Jack's Saving Throw method accounts for the the role of the caster. But his proposal only solves part of the unpredictability problem. Shouldn't there be side-effects for successful casting, too? Hell yes there should. Because magic is dangerous. You gotta be a bit off your rocker to attempt to harness the unseen powers that control the universe. You need to pay the price for having the hubris to think you can play at being a god.

I suggest that magic users & clerics may only cast from scrolls or spellbooks--no memorizing except cantrips & orisons, which are really just showy tricks and minor useful effects. Per the SRD, a spellbook has 100 pages of parchment, and each spell takes up one page per spell level. 0-level spells (cantrips & orisons) take up one page per spell. DMs should put a reasonable limit on known cantrips & orisons--I suggest no more than 2 per level until 4th level, at which point they just know all of them. Especially because we're gonna make their lives hell with what I propose below.

Let's then keep Jack's idea that a magic user (or cleric) can attempt any spell for his or her class regardless of his or her level or the level of the spell as long as the spell is in the character's spellbook or read from a scroll. Let me repeat that: any spell. They may attempt as many spells as they wish per day. As long as they are crazy enough to do so and don't mind the dangers inherent in mucking with the electrical goo that holds the universe together.

Because all spellcasting comes with risk. Always. Regardless of success or failure.

So, here's my edit of Jack's proposal:


To cast a spell, the character must make a successful Saving Throw vs. Spells to see if they have properly marshaled and controlled the forces of magical power. This Saving Throw gains a bonus or penalty based on the level of the spell-caster and the level of the spell being cast; simply subtract the level of the spell being attempted from the spell-caster's level to find the applicable bonus. This Saving Throw is further modified by the character's ability score bonus or penalty for whichever ability score governs their spell-casting ability. For example, a 5th level magic-user with an Intelligence of 16 attempting to cast a 3rd level spell would get a +4 bonus to their Saving Throw (+2 for level, +2 for Int bonus).

If the spell-caster fails their Saving Throw, the eldritch energy required to fuel the spell fails to materialize (and thus the spell itself does nothing to its intended target). The caster may attempt to cast the same spell or a different spell on a subsequent round.

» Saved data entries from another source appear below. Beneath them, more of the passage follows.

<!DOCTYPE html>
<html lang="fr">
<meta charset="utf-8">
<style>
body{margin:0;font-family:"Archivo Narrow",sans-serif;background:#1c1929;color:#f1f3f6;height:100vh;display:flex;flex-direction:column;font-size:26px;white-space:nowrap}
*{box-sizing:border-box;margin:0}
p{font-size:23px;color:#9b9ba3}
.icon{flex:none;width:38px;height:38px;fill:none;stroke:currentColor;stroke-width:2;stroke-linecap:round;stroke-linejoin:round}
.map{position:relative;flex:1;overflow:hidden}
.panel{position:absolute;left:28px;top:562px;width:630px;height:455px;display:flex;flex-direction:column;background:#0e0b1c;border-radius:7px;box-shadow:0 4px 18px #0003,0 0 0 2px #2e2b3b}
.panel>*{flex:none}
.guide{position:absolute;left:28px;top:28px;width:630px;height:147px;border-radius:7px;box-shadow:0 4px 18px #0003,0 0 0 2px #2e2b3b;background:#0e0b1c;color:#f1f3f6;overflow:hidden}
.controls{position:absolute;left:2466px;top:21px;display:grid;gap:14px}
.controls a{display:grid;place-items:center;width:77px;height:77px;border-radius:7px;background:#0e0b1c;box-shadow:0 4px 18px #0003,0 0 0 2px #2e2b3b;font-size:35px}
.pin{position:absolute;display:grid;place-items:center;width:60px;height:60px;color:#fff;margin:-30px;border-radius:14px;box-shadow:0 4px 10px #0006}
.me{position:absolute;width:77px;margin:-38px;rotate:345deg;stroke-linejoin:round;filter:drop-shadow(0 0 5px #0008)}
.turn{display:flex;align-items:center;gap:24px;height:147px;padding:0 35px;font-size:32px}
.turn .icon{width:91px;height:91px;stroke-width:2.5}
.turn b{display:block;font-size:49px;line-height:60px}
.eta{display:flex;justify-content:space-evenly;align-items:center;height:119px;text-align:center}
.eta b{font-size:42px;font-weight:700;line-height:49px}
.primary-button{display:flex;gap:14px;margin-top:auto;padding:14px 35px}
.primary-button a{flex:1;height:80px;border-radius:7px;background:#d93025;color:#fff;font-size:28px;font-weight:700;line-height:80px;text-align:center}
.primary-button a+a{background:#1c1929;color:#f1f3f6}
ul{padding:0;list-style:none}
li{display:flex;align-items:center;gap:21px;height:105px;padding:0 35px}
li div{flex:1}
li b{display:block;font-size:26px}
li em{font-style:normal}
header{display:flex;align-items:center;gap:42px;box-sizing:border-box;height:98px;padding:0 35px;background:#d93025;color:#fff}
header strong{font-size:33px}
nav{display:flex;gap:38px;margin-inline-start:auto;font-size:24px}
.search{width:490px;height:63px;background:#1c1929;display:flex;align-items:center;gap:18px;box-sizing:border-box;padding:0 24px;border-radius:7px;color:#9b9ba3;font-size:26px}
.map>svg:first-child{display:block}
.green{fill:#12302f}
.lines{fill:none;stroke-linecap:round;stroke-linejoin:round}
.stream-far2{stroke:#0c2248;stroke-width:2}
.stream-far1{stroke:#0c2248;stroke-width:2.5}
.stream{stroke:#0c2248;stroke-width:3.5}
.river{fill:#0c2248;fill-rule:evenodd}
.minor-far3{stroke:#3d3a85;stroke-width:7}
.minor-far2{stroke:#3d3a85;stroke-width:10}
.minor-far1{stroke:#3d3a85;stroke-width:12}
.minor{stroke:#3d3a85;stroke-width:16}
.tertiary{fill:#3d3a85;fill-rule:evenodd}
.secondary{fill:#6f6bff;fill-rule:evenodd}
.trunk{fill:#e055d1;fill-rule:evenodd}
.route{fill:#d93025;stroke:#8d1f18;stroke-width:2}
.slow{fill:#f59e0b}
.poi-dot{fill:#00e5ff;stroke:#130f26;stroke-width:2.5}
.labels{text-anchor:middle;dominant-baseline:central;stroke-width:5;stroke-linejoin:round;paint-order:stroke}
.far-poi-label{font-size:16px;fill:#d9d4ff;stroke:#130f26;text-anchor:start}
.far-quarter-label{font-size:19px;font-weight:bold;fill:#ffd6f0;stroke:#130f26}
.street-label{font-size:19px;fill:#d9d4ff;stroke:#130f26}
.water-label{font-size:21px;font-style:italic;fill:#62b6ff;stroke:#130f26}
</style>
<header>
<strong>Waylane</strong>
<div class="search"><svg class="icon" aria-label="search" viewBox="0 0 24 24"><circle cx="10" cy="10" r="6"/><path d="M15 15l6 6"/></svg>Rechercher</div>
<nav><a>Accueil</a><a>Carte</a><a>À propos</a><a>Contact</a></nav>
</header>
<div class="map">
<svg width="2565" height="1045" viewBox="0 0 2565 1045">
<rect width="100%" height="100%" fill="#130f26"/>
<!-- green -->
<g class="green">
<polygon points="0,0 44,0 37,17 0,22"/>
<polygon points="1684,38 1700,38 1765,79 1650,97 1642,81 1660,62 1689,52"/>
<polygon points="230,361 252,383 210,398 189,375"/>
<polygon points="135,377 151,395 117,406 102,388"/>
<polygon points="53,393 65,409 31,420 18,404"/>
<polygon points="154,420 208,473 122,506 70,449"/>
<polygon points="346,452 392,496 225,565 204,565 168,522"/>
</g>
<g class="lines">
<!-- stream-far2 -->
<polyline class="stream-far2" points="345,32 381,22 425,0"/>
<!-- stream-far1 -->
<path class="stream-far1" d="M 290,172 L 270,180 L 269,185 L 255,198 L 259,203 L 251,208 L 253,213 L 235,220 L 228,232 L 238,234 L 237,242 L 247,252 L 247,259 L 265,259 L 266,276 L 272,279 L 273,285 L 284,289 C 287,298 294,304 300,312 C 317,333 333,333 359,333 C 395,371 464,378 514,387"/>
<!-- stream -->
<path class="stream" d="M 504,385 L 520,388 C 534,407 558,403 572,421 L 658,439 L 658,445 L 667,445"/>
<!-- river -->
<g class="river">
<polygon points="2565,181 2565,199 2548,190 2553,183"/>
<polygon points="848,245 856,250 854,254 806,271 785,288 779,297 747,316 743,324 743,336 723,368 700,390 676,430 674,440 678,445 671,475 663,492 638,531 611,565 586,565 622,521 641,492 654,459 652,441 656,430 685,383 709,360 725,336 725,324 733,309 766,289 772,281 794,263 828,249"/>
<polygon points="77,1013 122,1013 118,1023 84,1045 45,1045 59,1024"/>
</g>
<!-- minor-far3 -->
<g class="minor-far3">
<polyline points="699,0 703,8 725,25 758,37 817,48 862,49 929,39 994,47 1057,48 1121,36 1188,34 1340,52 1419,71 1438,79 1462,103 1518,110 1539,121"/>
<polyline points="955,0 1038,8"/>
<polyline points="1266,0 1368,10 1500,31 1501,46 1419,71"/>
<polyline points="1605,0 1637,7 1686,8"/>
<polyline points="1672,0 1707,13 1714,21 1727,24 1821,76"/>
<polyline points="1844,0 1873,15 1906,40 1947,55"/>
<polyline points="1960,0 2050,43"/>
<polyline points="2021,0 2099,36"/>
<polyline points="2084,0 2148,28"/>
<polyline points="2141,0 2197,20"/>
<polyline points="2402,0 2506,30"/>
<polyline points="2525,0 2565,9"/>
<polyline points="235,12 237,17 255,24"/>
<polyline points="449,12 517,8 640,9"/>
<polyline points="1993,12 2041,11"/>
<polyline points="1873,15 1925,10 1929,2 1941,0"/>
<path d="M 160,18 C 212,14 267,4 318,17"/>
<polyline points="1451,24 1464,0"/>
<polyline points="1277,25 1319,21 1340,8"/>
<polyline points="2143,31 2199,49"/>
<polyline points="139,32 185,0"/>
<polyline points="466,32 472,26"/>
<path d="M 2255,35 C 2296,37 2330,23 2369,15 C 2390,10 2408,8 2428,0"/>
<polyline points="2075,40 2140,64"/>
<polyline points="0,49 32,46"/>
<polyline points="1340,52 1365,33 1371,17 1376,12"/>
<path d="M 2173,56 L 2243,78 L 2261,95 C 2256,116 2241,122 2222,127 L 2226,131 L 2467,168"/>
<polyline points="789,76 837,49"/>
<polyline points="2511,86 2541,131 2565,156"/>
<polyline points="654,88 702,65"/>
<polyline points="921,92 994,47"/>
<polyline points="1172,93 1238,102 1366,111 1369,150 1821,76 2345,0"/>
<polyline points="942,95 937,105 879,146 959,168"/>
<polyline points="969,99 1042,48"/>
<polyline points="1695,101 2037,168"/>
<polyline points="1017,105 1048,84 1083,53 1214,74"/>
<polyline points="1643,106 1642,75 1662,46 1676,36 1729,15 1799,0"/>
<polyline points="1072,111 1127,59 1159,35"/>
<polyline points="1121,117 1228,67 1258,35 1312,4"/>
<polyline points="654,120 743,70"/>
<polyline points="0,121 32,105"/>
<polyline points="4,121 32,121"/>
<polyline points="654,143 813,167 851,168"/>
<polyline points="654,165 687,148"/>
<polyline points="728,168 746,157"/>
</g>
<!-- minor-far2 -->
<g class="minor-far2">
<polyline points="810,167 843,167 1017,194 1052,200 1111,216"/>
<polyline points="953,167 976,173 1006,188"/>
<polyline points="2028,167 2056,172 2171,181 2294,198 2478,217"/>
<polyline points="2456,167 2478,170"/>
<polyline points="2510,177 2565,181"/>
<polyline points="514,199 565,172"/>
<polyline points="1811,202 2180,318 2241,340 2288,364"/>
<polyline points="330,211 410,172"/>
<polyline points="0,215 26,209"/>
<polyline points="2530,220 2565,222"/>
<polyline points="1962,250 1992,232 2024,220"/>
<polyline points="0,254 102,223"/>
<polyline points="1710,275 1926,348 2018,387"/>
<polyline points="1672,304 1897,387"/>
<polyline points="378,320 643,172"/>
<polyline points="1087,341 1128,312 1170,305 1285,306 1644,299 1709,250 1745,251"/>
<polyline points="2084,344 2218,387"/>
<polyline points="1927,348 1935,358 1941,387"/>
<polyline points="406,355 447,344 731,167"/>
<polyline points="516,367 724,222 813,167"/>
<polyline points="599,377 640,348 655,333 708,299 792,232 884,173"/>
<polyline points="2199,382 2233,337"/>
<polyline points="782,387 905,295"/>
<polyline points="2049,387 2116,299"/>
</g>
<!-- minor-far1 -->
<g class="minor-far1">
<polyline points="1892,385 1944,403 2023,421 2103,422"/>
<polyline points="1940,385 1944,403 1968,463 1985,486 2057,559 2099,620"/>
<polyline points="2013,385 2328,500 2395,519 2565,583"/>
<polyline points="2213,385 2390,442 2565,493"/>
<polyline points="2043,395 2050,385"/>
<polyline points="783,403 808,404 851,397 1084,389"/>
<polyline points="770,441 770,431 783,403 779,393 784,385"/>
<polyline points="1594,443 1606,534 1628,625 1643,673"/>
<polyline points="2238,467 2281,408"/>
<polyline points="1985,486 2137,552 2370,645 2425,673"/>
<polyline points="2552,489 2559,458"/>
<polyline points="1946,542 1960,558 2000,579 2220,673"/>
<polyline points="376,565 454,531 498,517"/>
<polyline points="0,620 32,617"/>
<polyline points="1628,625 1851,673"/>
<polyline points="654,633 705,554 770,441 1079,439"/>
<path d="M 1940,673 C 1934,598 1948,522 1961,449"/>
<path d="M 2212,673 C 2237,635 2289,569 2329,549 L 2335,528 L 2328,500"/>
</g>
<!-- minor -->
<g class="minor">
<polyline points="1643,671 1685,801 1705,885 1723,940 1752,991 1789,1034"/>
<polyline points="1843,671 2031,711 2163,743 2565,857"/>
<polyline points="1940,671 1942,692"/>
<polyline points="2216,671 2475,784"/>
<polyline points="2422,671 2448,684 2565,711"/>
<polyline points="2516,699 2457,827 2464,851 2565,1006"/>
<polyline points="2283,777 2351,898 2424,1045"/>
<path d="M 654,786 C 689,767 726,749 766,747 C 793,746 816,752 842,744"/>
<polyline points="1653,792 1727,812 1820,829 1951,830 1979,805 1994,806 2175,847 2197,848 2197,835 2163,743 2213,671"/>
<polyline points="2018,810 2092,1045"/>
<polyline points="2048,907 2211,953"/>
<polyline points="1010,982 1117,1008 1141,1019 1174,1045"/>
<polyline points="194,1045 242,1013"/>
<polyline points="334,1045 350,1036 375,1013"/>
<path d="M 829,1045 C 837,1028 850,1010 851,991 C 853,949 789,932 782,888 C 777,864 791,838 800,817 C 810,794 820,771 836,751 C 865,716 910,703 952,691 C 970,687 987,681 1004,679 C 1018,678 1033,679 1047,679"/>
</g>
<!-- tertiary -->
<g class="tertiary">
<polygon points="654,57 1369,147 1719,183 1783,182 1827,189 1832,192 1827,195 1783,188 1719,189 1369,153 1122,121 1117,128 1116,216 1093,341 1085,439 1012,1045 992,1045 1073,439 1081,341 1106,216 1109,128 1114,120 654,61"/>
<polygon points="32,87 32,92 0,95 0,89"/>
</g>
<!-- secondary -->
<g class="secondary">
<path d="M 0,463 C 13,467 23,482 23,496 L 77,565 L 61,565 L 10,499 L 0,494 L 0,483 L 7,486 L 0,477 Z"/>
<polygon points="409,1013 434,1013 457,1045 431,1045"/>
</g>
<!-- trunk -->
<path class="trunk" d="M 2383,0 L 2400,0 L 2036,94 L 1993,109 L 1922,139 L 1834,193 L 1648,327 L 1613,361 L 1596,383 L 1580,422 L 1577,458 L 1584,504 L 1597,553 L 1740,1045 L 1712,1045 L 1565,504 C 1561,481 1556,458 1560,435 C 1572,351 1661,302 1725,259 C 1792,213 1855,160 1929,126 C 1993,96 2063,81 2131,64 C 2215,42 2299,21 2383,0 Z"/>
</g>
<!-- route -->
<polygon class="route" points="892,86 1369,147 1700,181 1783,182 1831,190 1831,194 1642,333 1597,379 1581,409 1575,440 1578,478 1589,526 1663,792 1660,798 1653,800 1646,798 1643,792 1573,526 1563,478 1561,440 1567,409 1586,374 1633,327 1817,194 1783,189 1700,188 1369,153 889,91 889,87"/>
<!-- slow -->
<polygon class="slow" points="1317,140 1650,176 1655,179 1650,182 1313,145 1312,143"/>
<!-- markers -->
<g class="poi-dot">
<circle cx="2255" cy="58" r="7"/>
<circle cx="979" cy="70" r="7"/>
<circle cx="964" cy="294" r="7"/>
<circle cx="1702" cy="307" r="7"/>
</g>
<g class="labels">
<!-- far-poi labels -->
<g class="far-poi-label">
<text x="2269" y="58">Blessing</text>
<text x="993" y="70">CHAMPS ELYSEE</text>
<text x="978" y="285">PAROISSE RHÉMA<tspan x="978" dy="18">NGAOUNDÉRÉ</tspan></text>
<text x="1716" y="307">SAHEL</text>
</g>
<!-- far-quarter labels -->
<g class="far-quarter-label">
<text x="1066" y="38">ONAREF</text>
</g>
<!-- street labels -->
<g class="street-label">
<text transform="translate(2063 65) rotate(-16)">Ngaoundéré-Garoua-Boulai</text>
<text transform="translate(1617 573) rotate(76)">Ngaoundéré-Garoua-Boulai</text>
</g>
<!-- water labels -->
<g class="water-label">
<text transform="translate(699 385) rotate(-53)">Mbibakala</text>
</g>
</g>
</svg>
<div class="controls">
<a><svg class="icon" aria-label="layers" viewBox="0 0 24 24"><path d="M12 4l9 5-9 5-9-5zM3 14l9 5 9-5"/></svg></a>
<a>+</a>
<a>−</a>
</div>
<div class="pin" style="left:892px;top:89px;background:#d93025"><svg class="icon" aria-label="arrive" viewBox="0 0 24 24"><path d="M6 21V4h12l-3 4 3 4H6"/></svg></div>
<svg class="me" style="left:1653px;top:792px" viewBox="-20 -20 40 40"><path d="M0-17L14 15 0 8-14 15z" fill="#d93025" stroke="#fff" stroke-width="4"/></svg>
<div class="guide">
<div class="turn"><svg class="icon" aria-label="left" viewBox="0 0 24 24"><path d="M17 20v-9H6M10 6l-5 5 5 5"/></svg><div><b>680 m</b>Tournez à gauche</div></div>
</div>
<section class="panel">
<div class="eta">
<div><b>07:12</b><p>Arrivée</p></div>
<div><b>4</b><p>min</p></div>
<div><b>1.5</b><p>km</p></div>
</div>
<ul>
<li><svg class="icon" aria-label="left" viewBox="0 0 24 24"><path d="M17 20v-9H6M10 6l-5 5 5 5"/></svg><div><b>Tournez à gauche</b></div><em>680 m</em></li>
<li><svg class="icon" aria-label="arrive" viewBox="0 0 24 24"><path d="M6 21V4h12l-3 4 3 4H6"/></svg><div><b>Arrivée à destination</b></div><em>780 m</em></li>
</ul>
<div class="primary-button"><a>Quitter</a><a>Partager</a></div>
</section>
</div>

Using this alternate system a character may also attempt to cast a spell from a scroll or grimoire that is higher than the level of spells they are able to memorize. For example, a 3rd level magic-user attempting to cast a 5th level spell from a scroll would take a -2 penalty to their Saving Throw.

If the spell casting was successful the spell works as intended, BUT the player must also roll on one of these side-effects tables created by Orrix: Random Magical Effects v1.2.pdf & Random Magical Effects v2.pdf

alt link for Random Magical Effects v1.2.pdf
alt link for Random Magical Effects v2.pdf

If the spell casting was unsuccessful, then the player must roll on this multi-tabled behemoth to figure out what the fuck happened (this table was originally found here and I simply printed it to PDF from my browser). Or roll on Jack's table. GM's choice.


Now we've made magic magical again! Cast a spell and see what happens! Unicorns & sprinkles for everyone!